ASSIGNMENT »
The expected response is a copy of every line in the entries below that includes the word "above".

################

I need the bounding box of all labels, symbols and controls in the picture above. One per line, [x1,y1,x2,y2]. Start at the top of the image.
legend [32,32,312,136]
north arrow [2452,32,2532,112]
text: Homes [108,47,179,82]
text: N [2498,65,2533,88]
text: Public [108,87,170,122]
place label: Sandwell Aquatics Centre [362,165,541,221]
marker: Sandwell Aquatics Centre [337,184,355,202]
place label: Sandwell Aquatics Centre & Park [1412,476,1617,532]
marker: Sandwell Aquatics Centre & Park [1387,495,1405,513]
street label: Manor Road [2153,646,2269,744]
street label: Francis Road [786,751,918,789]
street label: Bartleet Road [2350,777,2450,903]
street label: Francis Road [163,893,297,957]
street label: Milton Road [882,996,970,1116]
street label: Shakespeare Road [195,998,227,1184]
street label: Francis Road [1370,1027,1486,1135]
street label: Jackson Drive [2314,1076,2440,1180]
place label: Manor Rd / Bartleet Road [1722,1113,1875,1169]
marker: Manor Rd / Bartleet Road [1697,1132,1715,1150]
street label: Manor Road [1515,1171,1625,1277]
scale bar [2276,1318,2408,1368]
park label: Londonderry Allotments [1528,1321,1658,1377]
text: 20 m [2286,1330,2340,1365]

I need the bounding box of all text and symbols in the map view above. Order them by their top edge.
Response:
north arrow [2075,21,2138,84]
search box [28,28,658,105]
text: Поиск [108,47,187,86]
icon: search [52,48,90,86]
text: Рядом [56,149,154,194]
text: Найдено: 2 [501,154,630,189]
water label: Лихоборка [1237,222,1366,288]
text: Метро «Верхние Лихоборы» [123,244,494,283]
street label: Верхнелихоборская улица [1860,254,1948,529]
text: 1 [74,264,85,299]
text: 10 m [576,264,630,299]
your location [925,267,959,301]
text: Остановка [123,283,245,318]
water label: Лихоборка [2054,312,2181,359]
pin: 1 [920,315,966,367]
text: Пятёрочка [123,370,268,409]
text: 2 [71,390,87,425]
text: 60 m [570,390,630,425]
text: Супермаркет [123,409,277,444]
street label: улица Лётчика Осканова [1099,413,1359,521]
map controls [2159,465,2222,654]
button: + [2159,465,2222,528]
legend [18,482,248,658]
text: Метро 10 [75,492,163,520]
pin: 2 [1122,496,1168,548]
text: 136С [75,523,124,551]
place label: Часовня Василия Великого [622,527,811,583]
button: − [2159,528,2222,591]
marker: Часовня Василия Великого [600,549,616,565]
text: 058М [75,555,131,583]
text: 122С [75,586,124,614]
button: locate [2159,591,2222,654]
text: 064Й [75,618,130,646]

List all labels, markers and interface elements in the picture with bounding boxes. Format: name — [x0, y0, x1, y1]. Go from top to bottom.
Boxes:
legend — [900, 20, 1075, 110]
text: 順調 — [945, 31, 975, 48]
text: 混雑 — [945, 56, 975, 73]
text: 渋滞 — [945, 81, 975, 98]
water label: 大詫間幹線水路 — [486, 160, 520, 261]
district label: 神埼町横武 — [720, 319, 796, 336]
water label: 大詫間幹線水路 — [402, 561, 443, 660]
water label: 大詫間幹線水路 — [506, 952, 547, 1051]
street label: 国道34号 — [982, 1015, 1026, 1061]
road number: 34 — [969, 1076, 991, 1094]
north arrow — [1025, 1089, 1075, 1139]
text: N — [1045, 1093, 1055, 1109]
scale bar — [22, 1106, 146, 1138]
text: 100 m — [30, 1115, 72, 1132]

################

COMPLETED EXERCISE »
I need the bounding box of all labels, symbols and controls in the picture above. One per line, [x1,y1,x2,y2]. Start at the top of the image.
I need the bounding box of all text and symbols in the map view above. Order them by their top edge.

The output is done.